> [WHAT YOU ARE ASKED TO DO]: Looking at the data below, report how many lines contain "turn", with no other words.

[Stored items]
§ §

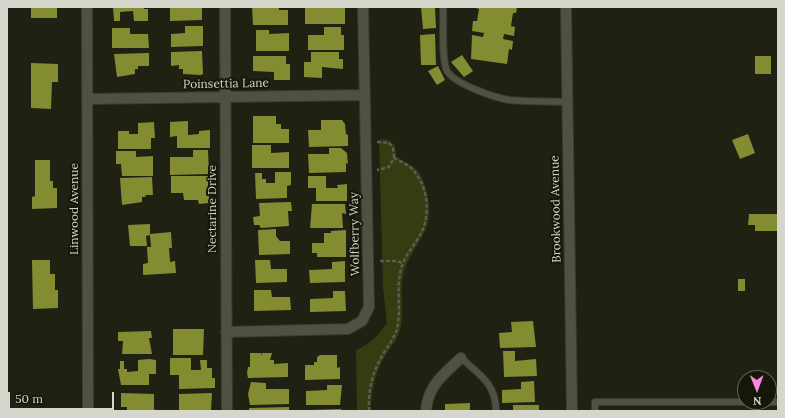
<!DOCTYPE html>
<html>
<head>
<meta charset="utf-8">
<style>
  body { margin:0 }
  #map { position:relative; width:785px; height:418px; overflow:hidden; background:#1f2112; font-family:Lora,serif }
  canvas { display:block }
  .frame { position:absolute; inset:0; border:8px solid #d5d7cd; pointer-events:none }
  .north { position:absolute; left:737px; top:370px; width:40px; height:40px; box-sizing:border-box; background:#151709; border:1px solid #626457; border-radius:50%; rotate:179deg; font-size:11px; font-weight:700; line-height:16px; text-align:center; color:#d5d7cd }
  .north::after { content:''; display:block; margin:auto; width:14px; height:18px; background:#fe86e1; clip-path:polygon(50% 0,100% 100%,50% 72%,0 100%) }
  .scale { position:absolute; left:8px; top:392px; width:106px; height:18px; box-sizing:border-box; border:2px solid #d5d7cd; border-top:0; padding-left:5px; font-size:12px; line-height:14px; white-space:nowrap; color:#d5d7cd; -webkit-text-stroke:3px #151709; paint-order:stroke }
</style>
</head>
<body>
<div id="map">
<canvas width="785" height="418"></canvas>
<div class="frame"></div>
<div class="north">N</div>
<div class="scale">50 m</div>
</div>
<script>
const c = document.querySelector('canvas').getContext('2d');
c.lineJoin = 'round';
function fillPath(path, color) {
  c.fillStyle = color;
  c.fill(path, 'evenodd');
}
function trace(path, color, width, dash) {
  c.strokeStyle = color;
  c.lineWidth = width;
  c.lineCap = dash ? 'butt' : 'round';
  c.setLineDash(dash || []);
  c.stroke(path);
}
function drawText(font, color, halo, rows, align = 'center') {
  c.font = font + ' Lora,serif';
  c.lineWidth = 4;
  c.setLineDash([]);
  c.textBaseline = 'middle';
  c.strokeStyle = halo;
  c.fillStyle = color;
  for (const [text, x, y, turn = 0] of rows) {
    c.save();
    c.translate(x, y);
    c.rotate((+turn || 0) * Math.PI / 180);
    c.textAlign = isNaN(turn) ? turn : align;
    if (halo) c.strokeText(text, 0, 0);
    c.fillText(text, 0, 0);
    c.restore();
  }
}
fillPath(new Path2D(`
  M379 139 388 140 394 144 397 157C403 161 410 164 415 168 429 182 433 214 425 231 418 245 408 257 404 272 399 289 404 309 401 326 399 337 391 347 385 356 375 372 371 392 371 411H357L356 350C371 343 378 336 387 323L383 287Z`), '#373b12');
fillPath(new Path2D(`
  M31 7H57V18H31Z
  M113 7H144V9H148V21H134L133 11 120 12V21H114Z
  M170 7H202V20L170 21Z
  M252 7H279V10H288V25H253Z
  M319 7H345V24H305V8Z
  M421 7H435L436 28 423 29Z
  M473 7H517L516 13H513L511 26 515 27 514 36 504 34 503 39 513 41 512 50 509 49 507 64 471 59 472 35 483 37 484 33 472 31 473 21H477L479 9Z
  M185 26H203V46L171 47V34L185 33Z
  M324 27H341V35H344V50H308V35H324Z
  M112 28H130V34H148L149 48H112Z
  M256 30H269V34L289 33V51H256Z
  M435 34 436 65H421L420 35Z
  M202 51 203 74 201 75 183 74V69H179V65L171 66V52Z
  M311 52H339V59H343V69L322 67V78L304 77V62H311Z
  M149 53V66H138V69H135V74L117 77 114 54Z
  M462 55 473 71 464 77 451 62Z
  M253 56H286V64H290V80H274V72L253 71Z
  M755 56H771V74H755Z
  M31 63 58 64V82H52L51 109 31 108Z
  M438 66 445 80 437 85 428 71Z
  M253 116H276V124H281V129H289V143H253Z
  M321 120H342L345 124 346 134 348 135V146L309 147 308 130H321Z
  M188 121V135L199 134V131L210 130V148H177V136L170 137V122Z
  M154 122 155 138H151V149H118V131H129V134H138V123Z
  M748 134 755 153 740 159 732 140Z
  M252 145H271V153L289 152V168H252Z
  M329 148H341L347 153 348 164 346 163V172L309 173 308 154H329Z
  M193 150H208L209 174 170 175V157H193Z
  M116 151H136V157L153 156V176H122L121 164H116Z
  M35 160H50V181H53V188H57V208L32 209V197L35 196Z
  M275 172H291V185L287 186V198L256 199 255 173H262V179H266V183H275Z
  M171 176H209V203L199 204 198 200H184L183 193H171Z
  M308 176H326V188H338L337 185 347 184V201H316V188H308Z
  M152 177 153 195H146L145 197H142V202L122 205 120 178Z
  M291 202 292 211H288L289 226 261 228 259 225H254L253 217 260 216 259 203Z
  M312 204H345L346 214 342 213 343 228H310Z
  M749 214H778V231H755V225H748Z
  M150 224V234L171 232 172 248H169L170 262 175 261 176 273 143 275V264L148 263 147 247H151L150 235 146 236 147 246H130L128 225Z
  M276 229V236L280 241H290V254L259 255 258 230Z
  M346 230V257H317V253H312V243H324V233H331V231Z
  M32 260H50V274H55V290H58V308L33 309Z
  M255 260H270L271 269H287V282L256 283Z
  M345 261V282L310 283 309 270 332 269V262Z
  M738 279H745V291H738Z
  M254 290H271L272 297H290L291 310 254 311Z
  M333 291H345L346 311 310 312V299L333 298Z
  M533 321 536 347 500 348 499 333 512 332 511 322Z
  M173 329H204L203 355H173Z
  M151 331 152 338H149L152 354H122L123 341H118V332Z
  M503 351H515V361L536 359 537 376 504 377Z
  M250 353H261V356L262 353H272L270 360H274V364L288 363V377L248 378 247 373 248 367H250Z
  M320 355H337V368L340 367V379L305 380V365H314V362H317V357Z
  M170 358H191V370H201L200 360H207V368H212V378H215V388L179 389V375H170Z
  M149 359 156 360V374H149V385H121L118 369H120V361H124V369H127V372L138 371V360Z
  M534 381 535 402 502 403V390L521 389V382Z
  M251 382 266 383V389H289V404L250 405 248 394Z
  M327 385H342L340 405H306V391L327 390Z
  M121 393 154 394V409L157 411H127V407H121Z
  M212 393 211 411H179V394Z
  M470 403V411H445V404Z
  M513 405H539V411H513Z
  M289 407V411H249V408Z
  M341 409V411H308V410Z`), '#838c31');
const service = new Path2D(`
  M443 7C444 22 441 59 447 71 455 84 495 98 510 100 529 102 549 101 568 102
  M461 358C480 375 496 384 496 411
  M595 411V402H778`);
const minor = new Path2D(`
  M87 7 88 411
  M225 7 227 411
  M566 7 572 411
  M88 99 365 95
  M226 332 348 329 362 321 369 307 363 7
  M426 411C428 385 443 375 461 358`);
trace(service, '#3a3b32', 8);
trace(minor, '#3a3b32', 12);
trace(new Path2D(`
  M377 142 389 143 393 148 394 158
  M380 261H396L403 263
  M369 411C368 391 372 373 382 356 388 345 397 336 398 323 401 304 395 282 403 263 408 251 418 241 423 229 431 208 426 182 410 167 405 163 399 161 394 158L389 167 377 170`), '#5b5d50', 2.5, [4, 2]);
trace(service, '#4f5242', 6);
trace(minor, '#4f5242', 10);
drawText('12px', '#d5d7cd', '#151709', [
  ["Poinsettia Lane",226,84,-1],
  ["Linwood Avenue",75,209,-90],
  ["Nectarine Drive",213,209,-90],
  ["Brookwood Avenue",556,209,-91],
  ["Wolfberry Way",355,234,-91]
]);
</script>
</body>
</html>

§ §

> [WRITTEN SOLUTION]: 3